ANSWER: I hate to be the guy who’s constantly running down players’ chances to get elected to the Pro Football Hall of Fame, but getting through the doors in Canton requires statistics, big numbers, too. Valuable contributors to teams, the guys who play well against the run, and don’t make mental mistakes, and throw key blocks for the running backs aren’t the guys who get elected. They just don’t, and I’m not saying that it’s unfair as much as I’m saying that’s the way it is. There has to be something quantifiable about a player’s career, and what voters can wrap their heads around are statistics – big numbers of catches and touchdowns for tight ends instead of blocking ability; sacks and forced fumbles for defensive linemen instead of being part of a good run defense; interceptions for defensive backs instead of playing solid coverage and forcing the quarterback to go somewhere else with the football. Being voted first-team All-Pro, winning awards, always playing in the Pro Bowl. Those are the kinds of things that gain traction in the room when the Board of Selectors gathers the week of the Super Bowl. So, no, Casey Hampton does not make the Pro Football Hall of Fame, in my opinion, based on how that voting has gone for decades.

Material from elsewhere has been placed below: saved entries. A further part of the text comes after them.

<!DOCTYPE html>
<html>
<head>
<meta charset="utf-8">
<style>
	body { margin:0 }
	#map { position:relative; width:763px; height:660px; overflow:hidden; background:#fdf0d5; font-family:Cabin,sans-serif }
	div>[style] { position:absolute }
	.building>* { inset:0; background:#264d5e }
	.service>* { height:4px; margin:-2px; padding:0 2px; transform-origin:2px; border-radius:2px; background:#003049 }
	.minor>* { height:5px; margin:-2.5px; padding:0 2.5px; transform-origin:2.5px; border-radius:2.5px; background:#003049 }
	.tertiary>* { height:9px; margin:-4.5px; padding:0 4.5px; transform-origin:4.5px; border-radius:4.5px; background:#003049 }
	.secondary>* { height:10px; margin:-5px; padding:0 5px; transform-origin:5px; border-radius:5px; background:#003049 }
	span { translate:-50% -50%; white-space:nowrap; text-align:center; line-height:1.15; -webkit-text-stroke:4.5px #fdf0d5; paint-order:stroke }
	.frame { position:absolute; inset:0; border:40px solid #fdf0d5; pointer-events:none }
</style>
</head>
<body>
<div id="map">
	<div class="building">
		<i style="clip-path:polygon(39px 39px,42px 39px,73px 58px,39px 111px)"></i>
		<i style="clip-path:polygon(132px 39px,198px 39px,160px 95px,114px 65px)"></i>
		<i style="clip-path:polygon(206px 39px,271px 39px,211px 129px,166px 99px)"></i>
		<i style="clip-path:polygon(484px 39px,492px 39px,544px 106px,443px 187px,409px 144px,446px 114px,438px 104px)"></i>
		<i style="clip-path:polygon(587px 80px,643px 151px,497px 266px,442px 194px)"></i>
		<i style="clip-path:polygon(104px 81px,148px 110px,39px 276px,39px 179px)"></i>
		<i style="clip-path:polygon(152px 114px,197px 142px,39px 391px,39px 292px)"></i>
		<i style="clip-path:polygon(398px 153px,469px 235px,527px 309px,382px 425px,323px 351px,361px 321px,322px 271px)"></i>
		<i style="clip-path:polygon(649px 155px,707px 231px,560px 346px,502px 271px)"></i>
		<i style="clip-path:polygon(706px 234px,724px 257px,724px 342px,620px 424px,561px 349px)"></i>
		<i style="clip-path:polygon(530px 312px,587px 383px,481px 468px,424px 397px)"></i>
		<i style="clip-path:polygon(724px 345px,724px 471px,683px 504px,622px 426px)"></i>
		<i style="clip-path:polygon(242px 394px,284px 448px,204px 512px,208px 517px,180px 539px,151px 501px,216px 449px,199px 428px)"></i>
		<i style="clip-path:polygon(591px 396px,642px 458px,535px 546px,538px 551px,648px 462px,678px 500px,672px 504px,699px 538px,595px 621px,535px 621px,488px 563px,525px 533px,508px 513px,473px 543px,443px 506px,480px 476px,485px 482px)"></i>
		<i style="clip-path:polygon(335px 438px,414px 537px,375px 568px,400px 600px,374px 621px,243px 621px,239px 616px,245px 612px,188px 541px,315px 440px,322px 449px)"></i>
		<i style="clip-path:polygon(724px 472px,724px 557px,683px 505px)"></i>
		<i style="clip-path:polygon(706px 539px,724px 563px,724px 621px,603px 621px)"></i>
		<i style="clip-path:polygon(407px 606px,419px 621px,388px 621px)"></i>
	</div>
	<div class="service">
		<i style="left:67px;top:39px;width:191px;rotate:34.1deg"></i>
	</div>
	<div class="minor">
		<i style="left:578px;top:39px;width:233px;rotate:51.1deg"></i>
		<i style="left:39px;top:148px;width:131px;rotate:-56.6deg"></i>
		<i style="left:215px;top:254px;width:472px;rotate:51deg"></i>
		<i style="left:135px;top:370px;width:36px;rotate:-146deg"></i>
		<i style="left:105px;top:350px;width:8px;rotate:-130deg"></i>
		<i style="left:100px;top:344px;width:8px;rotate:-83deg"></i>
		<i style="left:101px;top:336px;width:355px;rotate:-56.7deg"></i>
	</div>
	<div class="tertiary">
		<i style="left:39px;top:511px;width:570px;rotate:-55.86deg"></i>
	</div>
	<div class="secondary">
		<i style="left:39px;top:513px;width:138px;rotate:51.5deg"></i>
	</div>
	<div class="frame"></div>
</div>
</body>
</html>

NICK HEROLD FROM DELAWARE, OH:
What happened in regards to the long-snapper position? I thought the player drafted in the sixth round was a lock to make the team. Did he get injured or just beat out?

ANSWER: Trust me, there is no such thing as a sixth-round draft pick who’s a lock to make the roster as a rookie. Kameron Canaday won the job, fair and square. He was better. Not by much, but better over the course of the offseason, training camp, and four preseason games.

JOHN SOFIS FROM BRIDGEVILLE, PA:
Did Joe Haden play in preseason games? If so, how did he look as far as recovering from his injury? I guess we all are concerned about why Cleveland cut him.

ANSWER: Joe Haden participated in training camp, and he also played in each of Cleveland’s three preseason games before being released the day before the fourth. The Browns released Haden after he refused to take a pay cut.

HENRY WAKEFOOSE FROM BEDFORD, PA:
Is it too much to ask on game day to keep the cameras on the game and not on the side shows?

ANSWER: Why send this to me? Try the networks that cover NFL football, or the NFL office itself.